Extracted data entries
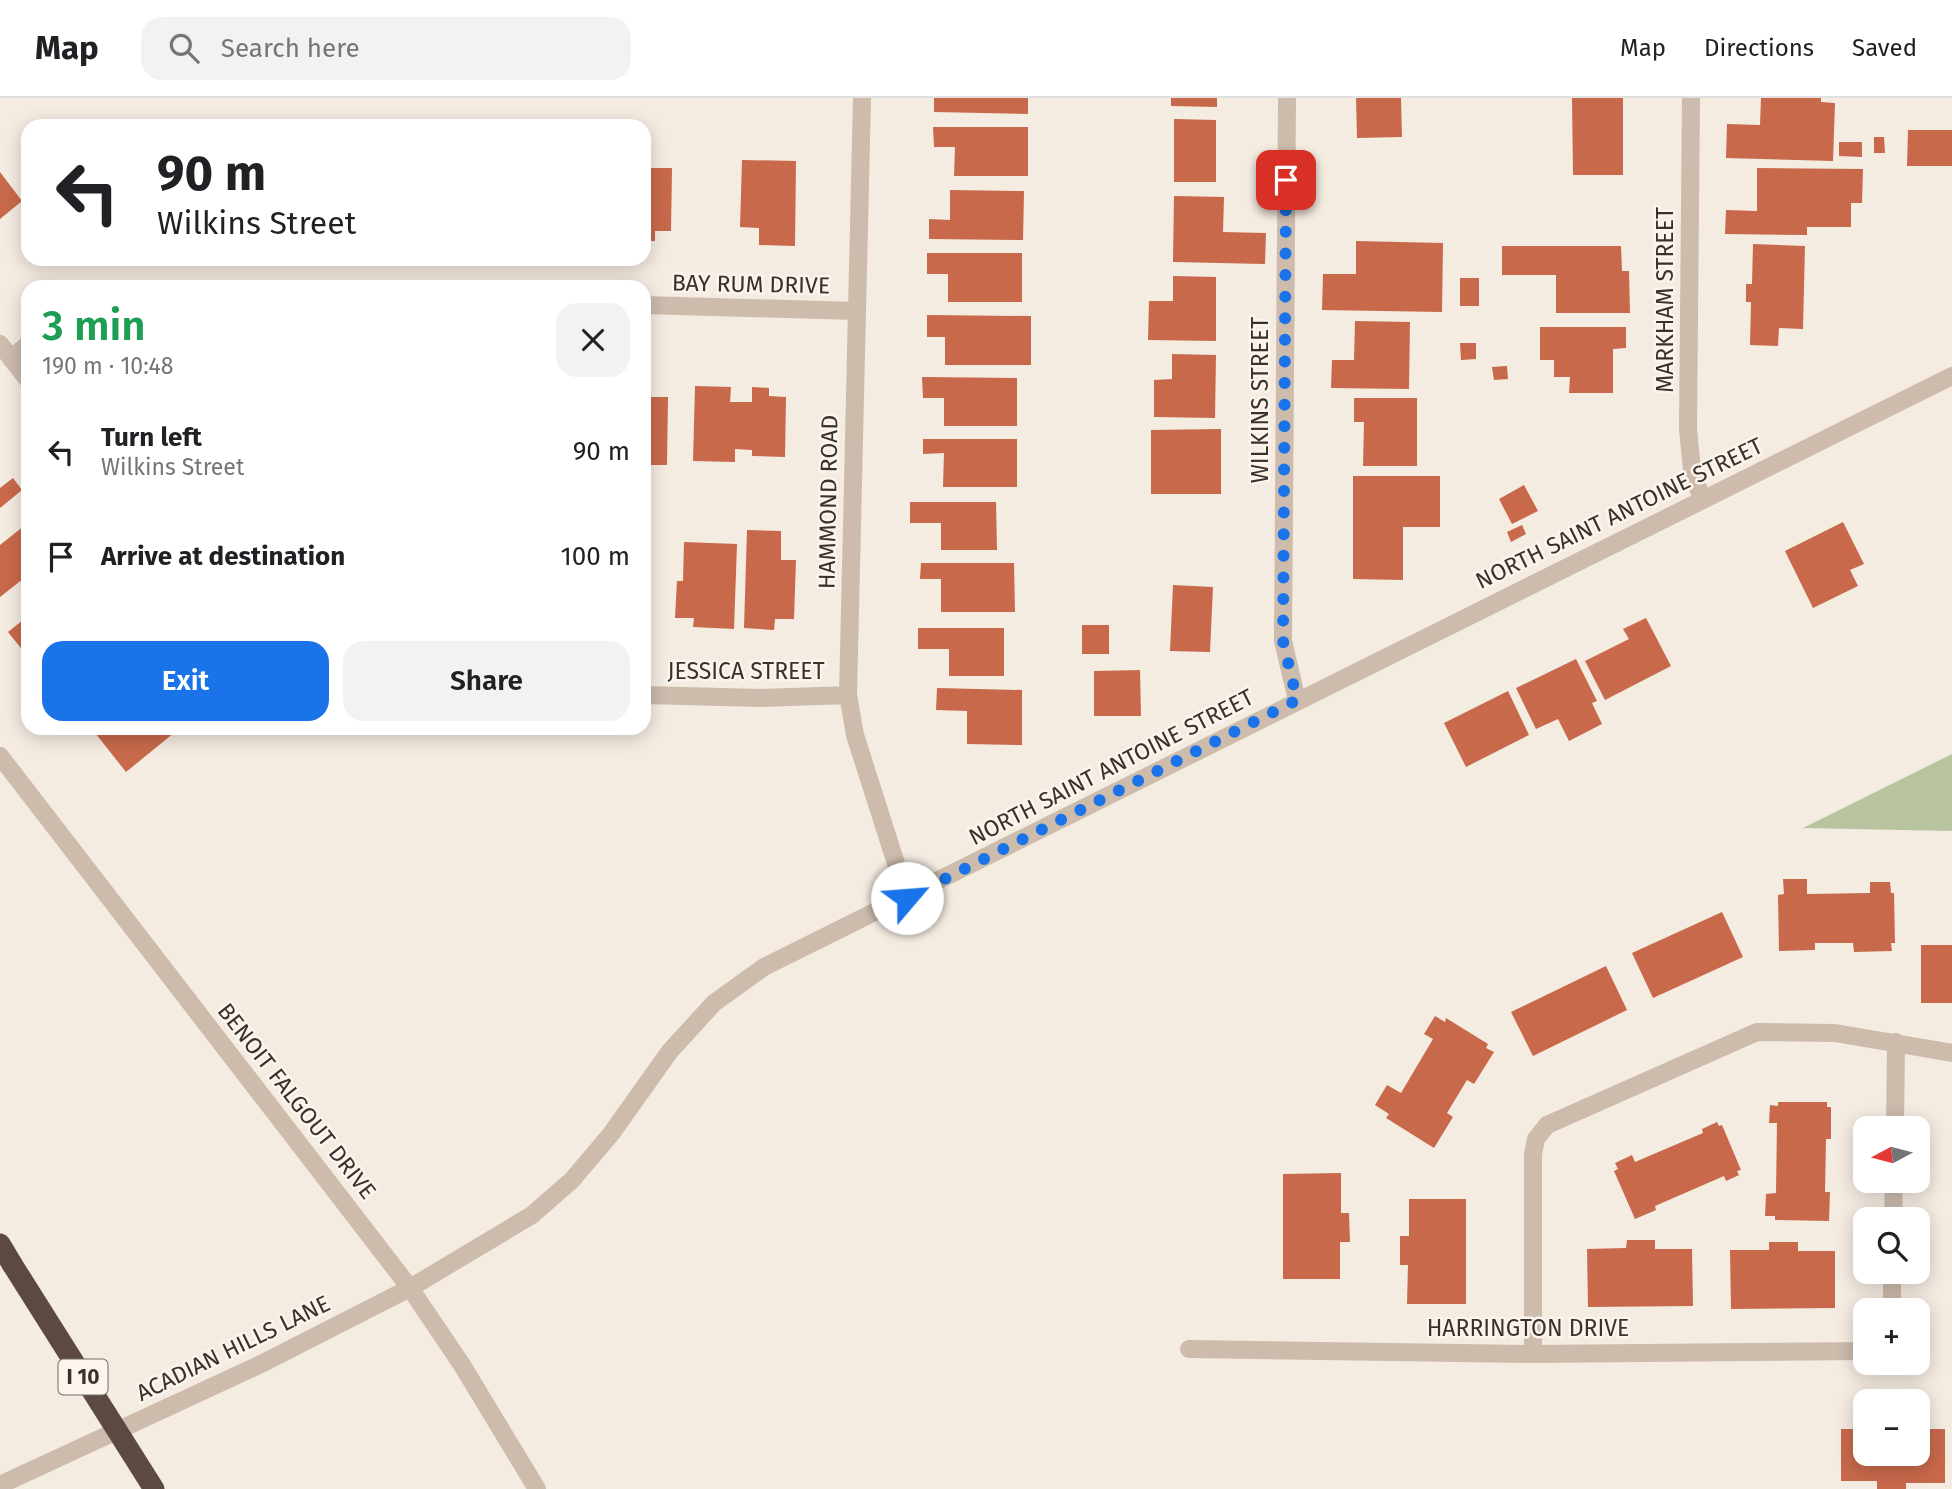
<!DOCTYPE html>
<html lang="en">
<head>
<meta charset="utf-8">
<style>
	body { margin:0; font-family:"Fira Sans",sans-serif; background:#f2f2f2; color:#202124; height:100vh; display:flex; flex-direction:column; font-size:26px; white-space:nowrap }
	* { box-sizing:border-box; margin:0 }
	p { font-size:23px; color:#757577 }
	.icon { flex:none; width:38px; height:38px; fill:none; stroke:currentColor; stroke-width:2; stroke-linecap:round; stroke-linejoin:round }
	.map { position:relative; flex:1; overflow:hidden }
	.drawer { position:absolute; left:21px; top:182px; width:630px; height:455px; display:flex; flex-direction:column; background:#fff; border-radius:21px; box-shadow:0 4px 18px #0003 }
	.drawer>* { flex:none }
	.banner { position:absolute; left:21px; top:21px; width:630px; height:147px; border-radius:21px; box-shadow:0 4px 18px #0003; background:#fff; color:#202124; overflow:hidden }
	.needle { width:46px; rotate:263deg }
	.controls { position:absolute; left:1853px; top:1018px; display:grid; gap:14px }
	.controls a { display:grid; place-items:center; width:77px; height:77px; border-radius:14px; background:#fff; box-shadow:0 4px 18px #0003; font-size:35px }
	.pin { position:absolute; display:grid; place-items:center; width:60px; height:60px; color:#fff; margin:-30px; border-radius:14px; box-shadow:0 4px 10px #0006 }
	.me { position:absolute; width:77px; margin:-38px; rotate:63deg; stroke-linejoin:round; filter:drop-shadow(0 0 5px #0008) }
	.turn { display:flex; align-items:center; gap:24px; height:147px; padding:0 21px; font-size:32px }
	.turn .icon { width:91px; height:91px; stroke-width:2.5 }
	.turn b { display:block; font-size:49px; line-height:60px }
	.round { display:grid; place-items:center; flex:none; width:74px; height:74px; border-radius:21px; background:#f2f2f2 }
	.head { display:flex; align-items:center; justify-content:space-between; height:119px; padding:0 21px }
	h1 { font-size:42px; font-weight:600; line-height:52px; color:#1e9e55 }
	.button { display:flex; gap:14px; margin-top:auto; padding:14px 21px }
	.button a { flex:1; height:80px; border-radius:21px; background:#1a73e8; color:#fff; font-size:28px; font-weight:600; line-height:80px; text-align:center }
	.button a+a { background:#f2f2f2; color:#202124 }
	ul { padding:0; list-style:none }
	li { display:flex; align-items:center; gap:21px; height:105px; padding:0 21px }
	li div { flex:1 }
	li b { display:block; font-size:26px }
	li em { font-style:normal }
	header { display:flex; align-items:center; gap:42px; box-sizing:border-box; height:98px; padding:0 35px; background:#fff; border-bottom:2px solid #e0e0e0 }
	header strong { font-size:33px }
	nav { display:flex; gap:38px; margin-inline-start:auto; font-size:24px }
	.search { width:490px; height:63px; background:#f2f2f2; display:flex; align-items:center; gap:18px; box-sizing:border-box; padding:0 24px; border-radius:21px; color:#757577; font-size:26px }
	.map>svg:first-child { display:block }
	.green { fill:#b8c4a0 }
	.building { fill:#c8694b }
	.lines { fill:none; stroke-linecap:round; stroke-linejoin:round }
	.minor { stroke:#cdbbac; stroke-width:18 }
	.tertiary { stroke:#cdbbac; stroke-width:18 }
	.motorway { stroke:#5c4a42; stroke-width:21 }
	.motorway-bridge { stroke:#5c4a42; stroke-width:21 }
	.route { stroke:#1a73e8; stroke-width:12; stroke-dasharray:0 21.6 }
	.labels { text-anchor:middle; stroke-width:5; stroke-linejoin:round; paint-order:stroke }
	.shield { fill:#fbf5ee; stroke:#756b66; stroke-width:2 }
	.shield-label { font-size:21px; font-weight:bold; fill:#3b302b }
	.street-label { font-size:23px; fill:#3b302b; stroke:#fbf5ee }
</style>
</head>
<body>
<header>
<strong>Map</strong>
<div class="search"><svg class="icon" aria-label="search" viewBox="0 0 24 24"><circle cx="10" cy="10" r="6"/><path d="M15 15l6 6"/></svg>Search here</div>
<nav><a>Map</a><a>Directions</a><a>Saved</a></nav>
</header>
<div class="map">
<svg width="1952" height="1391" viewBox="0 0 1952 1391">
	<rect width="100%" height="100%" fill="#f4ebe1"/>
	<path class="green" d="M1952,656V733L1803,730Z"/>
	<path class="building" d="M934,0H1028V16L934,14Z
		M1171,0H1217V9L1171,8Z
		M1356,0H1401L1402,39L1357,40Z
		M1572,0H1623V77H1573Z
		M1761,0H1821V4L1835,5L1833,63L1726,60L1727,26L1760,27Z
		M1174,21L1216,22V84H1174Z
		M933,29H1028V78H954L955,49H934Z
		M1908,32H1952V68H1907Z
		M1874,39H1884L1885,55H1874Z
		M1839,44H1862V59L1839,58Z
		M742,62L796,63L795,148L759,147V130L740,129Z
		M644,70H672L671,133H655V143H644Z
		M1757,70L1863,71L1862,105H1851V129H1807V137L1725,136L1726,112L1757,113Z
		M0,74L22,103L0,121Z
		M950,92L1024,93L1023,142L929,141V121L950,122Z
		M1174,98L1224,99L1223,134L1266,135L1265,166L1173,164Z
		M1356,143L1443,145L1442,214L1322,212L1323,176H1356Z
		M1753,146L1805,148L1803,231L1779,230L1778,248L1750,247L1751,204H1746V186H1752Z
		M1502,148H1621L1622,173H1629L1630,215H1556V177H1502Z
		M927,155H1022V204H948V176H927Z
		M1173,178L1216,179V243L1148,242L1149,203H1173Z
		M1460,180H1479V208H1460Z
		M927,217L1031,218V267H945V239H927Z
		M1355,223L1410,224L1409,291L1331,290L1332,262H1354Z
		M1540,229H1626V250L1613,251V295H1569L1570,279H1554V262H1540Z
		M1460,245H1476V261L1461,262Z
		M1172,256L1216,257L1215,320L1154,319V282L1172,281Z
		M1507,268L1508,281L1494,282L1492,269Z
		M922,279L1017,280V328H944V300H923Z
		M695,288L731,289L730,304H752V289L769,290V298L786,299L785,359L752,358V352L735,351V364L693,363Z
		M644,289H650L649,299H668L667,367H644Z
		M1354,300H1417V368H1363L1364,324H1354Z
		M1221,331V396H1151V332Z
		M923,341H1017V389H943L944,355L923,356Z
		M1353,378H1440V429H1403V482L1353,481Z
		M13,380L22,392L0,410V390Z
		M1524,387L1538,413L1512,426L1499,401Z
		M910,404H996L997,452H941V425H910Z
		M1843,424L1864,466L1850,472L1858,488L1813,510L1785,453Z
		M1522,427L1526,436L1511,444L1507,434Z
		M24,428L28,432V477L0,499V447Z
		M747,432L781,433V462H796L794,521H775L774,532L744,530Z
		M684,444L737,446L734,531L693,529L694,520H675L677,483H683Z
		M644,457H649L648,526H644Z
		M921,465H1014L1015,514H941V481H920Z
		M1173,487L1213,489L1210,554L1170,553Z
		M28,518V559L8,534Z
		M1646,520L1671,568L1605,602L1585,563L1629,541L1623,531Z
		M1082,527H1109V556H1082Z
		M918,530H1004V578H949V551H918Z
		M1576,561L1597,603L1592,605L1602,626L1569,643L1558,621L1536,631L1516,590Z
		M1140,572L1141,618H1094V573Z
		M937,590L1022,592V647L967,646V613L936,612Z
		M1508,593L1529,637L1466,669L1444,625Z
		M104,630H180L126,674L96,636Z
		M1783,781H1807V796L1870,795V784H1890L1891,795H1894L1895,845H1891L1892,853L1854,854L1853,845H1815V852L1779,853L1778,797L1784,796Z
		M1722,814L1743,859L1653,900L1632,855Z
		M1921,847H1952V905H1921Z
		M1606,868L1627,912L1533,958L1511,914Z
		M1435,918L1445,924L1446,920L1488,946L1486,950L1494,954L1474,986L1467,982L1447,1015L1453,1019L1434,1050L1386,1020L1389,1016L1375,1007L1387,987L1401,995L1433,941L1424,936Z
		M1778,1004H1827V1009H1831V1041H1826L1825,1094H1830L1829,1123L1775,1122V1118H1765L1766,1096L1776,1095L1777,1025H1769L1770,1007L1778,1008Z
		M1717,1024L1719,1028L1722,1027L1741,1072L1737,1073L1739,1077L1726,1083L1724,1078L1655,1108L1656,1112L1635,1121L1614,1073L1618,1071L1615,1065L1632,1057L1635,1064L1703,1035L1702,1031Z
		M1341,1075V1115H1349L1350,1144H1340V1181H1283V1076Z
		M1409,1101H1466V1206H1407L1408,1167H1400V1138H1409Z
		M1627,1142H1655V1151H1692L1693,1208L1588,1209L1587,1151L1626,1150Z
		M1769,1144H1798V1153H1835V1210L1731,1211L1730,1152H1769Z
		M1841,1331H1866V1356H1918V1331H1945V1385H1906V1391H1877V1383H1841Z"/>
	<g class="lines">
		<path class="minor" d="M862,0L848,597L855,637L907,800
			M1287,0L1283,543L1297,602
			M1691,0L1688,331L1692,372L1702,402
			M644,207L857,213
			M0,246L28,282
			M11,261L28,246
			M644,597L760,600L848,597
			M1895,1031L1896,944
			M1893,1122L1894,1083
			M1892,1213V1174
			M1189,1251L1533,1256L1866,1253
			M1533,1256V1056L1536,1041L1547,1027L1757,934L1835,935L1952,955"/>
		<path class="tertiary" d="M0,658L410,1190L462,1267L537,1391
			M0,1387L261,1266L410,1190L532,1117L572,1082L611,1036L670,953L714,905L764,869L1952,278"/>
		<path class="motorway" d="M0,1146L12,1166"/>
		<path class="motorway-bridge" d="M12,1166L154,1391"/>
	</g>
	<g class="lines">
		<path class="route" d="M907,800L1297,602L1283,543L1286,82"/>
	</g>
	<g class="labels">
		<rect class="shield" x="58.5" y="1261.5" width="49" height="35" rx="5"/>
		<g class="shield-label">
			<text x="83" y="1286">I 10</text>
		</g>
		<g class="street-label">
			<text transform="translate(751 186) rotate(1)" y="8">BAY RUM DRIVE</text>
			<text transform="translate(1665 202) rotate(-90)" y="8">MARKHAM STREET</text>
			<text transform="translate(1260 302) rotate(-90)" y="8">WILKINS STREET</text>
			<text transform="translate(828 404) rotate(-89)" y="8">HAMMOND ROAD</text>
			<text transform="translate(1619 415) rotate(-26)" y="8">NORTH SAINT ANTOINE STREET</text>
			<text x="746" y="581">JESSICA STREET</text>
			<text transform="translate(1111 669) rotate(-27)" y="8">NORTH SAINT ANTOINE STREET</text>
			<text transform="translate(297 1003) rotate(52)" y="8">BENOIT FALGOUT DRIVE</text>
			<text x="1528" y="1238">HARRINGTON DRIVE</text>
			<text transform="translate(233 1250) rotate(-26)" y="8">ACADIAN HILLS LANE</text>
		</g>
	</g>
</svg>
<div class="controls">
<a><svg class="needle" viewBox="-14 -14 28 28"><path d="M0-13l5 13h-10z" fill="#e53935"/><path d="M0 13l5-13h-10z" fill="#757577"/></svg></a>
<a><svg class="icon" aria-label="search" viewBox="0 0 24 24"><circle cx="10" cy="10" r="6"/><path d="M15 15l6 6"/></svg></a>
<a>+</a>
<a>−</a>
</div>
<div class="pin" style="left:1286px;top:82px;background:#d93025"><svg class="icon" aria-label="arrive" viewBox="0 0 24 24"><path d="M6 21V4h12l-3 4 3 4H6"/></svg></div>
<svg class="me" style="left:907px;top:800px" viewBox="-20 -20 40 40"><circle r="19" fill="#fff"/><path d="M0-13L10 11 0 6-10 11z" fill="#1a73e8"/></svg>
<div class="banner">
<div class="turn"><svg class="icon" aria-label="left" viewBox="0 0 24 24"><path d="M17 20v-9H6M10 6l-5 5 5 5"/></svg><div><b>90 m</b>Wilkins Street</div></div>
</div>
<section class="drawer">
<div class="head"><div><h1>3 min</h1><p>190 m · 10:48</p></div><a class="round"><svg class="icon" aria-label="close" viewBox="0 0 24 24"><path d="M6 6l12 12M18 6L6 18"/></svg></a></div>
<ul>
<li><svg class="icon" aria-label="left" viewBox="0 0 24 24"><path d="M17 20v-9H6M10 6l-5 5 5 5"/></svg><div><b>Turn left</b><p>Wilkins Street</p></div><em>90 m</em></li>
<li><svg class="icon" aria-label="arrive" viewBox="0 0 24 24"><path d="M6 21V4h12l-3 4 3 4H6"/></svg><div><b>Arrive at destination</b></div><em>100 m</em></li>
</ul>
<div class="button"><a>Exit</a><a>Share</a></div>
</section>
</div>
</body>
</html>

Your goal:
Please extract exactly the lines of the data, from the first through the line containing "flex:1; height:80px; border-radius:21px;", and add no pictures to the copy.

Task response:
<!DOCTYPE html>
<html lang="en">
<head>
<meta charset="utf-8">
<style>
	body { margin:0; font-family:"Fira Sans",sans-serif; background:#f2f2f2; color:#202124; height:100vh; display:flex; flex-direction:column; font-size:26px; white-space:nowrap }
	* { box-sizing:border-box; margin:0 }
	p { font-size:23px; color:#757577 }
	.icon { flex:none; width:38px; height:38px; fill:none; stroke:currentColor; stroke-width:2; stroke-linecap:round; stroke-linejoin:round }
	.map { position:relative; flex:1; overflow:hidden }
	.drawer { position:absolute; left:21px; top:182px; width:630px; height:455px; display:flex; flex-direction:column; background:#fff; border-radius:21px; box-shadow:0 4px 18px #0003 }
	.drawer>* { flex:none }
	.banner { position:absolute; left:21px; top:21px; width:630px; height:147px; border-radius:21px; box-shadow:0 4px 18px #0003; background:#fff; color:#202124; overflow:hidden }
	.needle { width:46px; rotate:263deg }
	.controls { position:absolute; left:1853px; top:1018px; display:grid; gap:14px }
	.controls a { display:grid; place-items:center; width:77px; height:77px; border-radius:14px; background:#fff; box-shadow:0 4px 18px #0003; font-size:35px }
	.pin { position:absolute; display:grid; place-items:center; width:60px; height:60px; color:#fff; margin:-30px; border-radius:14px; box-shadow:0 4px 10px #0006 }
	.me { position:absolute; width:77px; margin:-38px; rotate:63deg; stroke-linejoin:round; filter:drop-shadow(0 0 5px #0008) }
	.turn { display:flex; align-items:center; gap:24px; height:147px; padding:0 21px; font-size:32px }
	.turn .icon { width:91px; height:91px; stroke-width:2.5 }
	.turn b { display:block; font-size:49px; line-height:60px }
	.round { display:grid; place-items:center; flex:none; width:74px; height:74px; border-radius:21px; background:#f2f2f2 }
	.head { display:flex; align-items:center; justify-content:space-between; height:119px; padding:0 21px }
	h1 { font-size:42px; font-weight:600; line-height:52px; color:#1e9e55 }
	.button { display:flex; gap:14px; margin-top:auto; padding:14px 21px }
	.button a { flex:1; height:80px; border-radius:21px; background:#1a73e8; color:#fff; font-size:28px; font-weight:600; line-height:80px; text-align:center }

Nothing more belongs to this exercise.